◆ ASSIGNMENT ◆
Scan the records for the string "check"; copy each line where it occurs.

(Stored data entries)
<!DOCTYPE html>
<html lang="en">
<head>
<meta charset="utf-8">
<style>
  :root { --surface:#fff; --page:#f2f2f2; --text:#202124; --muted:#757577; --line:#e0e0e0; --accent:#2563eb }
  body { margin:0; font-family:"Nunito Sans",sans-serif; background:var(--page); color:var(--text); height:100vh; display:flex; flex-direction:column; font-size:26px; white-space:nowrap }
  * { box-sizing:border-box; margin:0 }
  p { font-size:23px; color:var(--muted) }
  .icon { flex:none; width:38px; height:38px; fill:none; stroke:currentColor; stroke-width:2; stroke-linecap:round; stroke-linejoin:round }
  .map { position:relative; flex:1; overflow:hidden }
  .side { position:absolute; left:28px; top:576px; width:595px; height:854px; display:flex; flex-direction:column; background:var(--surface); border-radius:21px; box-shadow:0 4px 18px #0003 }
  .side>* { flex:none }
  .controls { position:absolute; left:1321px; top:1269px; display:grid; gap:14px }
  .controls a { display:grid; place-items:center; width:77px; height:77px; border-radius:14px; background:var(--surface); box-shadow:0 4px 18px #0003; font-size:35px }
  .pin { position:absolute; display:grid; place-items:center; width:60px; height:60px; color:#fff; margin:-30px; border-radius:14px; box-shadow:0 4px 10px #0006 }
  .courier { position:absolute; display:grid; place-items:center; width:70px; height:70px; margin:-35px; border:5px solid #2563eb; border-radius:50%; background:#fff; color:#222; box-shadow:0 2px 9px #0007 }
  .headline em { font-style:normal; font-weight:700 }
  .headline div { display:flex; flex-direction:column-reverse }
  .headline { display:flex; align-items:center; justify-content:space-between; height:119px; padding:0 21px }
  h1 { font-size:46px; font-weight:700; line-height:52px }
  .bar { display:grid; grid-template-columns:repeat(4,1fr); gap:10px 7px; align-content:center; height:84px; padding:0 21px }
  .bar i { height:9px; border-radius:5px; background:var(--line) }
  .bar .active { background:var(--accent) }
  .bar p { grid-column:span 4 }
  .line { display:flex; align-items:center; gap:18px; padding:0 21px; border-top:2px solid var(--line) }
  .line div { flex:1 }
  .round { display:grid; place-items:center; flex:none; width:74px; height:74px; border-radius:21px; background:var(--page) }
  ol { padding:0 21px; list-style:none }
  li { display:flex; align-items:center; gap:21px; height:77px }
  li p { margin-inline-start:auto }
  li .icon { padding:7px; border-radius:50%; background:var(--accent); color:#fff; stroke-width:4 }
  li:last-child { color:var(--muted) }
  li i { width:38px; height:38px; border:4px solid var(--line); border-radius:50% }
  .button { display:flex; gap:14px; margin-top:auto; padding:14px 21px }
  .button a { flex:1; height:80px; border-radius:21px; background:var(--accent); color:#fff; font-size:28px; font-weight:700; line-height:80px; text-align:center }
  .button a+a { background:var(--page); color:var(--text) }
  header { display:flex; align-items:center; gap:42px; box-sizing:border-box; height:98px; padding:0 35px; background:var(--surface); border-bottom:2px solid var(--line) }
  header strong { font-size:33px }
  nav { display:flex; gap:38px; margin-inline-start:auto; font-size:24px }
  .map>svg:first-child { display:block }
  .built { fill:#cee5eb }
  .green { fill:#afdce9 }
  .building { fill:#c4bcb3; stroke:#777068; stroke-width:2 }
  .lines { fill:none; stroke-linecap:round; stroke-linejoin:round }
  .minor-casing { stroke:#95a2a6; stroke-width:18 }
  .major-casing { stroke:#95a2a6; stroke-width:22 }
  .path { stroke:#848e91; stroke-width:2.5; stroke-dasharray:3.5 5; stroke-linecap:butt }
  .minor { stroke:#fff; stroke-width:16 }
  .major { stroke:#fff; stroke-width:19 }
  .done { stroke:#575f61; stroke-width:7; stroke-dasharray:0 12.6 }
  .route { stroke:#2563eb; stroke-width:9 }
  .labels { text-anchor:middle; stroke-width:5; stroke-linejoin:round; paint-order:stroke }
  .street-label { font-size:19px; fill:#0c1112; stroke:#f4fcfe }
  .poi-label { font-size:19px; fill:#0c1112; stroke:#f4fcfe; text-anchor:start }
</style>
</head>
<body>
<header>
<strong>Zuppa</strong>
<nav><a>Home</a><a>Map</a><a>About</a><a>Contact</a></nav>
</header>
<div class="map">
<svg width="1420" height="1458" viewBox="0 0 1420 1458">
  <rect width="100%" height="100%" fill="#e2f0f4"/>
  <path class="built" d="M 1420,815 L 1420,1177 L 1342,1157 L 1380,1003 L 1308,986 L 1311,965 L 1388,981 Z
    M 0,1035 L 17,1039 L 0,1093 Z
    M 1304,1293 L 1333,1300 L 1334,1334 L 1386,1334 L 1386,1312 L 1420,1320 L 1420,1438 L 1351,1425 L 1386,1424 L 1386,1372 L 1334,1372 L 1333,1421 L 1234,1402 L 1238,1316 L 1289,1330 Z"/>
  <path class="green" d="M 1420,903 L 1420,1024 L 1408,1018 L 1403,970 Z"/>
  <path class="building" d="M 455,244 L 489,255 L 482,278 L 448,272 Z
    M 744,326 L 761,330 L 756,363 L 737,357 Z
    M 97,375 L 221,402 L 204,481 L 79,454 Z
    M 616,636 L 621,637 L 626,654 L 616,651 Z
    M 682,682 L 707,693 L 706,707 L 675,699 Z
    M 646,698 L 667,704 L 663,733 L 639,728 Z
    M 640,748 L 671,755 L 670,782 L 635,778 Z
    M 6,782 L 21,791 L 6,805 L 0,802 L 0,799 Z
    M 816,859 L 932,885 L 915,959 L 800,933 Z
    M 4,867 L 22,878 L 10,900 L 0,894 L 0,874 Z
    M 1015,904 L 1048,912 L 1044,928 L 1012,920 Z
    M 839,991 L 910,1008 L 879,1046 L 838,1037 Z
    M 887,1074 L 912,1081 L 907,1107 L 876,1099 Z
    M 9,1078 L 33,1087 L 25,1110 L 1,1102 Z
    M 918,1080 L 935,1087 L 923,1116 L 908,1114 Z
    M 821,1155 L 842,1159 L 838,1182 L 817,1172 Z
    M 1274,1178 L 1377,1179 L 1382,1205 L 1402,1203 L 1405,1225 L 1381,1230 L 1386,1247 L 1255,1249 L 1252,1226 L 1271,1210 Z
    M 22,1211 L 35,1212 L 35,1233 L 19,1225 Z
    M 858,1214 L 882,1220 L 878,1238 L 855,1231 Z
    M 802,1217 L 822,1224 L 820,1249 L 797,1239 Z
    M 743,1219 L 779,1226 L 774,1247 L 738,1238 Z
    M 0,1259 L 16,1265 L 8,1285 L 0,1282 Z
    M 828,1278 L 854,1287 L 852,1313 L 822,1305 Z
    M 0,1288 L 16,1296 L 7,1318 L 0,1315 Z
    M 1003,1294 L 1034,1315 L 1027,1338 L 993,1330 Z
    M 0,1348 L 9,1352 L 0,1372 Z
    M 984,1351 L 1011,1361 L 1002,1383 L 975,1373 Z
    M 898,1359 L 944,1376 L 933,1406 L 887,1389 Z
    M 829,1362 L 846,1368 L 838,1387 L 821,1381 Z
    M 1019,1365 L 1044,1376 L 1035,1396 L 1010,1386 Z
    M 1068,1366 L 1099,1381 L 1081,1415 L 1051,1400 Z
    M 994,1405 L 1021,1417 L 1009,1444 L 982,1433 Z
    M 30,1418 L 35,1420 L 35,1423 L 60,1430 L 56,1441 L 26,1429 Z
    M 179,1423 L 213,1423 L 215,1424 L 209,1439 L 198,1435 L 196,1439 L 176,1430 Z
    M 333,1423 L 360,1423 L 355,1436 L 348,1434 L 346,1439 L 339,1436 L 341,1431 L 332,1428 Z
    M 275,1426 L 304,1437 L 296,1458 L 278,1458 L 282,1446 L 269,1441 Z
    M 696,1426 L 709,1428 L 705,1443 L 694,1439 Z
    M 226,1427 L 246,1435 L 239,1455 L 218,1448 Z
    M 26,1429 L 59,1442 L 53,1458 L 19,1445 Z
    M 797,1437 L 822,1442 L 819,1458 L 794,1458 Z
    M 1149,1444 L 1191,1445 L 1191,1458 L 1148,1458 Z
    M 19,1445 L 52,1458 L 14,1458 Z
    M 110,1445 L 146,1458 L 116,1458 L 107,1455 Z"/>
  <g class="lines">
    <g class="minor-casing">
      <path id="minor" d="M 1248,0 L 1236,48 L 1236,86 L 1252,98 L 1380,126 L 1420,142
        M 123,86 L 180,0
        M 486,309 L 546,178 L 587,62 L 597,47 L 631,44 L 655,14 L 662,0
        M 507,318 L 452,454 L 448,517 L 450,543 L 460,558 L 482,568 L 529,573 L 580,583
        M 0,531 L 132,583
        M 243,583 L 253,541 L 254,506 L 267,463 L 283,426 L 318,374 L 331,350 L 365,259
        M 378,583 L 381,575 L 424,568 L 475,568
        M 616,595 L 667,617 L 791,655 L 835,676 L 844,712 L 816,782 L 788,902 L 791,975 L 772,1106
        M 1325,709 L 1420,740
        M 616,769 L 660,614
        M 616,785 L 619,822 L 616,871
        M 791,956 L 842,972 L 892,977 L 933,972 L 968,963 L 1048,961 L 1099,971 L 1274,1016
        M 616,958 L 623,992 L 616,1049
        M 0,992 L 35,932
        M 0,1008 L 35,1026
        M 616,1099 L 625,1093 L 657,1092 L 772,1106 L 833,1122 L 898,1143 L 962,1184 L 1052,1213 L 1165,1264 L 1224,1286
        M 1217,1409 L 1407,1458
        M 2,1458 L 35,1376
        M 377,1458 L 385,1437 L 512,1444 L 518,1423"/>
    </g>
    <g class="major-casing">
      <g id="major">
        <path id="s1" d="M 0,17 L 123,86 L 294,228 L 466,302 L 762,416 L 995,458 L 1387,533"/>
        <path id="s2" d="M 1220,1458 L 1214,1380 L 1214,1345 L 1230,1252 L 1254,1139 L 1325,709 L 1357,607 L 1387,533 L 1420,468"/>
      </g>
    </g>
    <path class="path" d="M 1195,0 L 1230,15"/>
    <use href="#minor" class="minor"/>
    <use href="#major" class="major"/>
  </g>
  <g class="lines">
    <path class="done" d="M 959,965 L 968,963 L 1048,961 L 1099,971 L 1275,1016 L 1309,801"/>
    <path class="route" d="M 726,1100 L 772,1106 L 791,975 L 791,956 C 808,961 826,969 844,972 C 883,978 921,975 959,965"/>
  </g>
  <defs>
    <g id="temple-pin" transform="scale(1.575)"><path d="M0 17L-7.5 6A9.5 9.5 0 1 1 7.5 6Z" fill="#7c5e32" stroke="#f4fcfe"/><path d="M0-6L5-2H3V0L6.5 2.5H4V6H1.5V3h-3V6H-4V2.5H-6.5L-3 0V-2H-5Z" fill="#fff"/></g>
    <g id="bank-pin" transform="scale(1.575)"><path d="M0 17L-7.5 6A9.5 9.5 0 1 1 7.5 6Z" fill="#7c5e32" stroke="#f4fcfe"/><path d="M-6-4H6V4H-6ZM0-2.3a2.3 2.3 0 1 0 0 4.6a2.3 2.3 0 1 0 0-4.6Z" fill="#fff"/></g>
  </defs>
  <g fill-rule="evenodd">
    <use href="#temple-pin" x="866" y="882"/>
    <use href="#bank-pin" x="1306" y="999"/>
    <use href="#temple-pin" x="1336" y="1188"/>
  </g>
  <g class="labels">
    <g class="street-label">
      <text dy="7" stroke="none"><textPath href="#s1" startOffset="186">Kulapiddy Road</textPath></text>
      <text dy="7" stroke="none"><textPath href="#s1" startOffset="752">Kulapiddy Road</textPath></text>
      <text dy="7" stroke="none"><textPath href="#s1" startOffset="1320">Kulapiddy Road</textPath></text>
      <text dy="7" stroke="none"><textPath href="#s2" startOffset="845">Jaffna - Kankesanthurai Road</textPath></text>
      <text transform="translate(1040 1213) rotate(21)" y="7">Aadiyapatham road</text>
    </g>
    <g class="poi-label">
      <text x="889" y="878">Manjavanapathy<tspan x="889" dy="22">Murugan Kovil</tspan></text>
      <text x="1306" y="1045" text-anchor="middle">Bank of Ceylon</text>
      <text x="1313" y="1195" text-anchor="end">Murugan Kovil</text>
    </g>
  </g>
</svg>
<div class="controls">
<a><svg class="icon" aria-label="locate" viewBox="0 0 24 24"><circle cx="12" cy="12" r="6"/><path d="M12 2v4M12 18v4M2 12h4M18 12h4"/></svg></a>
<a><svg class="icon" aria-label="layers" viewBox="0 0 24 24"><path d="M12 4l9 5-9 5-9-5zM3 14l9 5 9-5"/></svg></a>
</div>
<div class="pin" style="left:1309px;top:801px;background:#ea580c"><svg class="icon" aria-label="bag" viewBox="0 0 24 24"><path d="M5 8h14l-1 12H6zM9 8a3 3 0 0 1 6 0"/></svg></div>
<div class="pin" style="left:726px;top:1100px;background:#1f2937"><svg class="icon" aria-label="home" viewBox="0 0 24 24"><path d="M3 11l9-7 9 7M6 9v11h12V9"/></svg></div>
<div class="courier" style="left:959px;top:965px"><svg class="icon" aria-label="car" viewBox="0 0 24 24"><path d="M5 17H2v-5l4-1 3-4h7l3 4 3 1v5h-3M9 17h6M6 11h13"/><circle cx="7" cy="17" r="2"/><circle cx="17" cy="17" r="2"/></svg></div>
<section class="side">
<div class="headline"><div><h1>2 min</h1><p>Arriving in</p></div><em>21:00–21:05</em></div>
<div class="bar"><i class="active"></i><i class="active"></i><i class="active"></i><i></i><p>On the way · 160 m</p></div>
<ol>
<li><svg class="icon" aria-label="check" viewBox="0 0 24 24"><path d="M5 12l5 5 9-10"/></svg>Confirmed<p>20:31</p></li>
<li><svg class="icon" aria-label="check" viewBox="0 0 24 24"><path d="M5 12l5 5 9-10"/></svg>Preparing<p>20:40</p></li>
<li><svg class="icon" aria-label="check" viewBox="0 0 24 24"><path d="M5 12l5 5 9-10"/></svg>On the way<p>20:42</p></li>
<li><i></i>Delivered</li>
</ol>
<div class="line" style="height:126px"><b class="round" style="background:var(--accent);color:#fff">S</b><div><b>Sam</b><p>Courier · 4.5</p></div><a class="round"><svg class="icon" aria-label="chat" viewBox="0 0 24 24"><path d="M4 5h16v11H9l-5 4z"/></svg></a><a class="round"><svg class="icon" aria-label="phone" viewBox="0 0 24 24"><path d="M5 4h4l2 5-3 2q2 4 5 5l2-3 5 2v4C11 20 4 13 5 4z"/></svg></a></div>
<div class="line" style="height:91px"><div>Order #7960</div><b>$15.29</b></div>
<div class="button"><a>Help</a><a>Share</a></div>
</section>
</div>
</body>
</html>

◆ EXERCISE RESULT ◆
<li><svg class="icon" aria-label="check" viewBox="0 0 24 24"><path d="M5 12l5 5 9-10"/></svg>Confirmed<p>20:31</p></li>
<li><svg class="icon" aria-label="check" viewBox="0 0 24 24"><path d="M5 12l5 5 9-10"/></svg>Preparing<p>20:40</p></li>
<li><svg class="icon" aria-label="check" viewBox="0 0 24 24"><path d="M5 12l5 5 9-10"/></svg>On the way<p>20:42</p></li>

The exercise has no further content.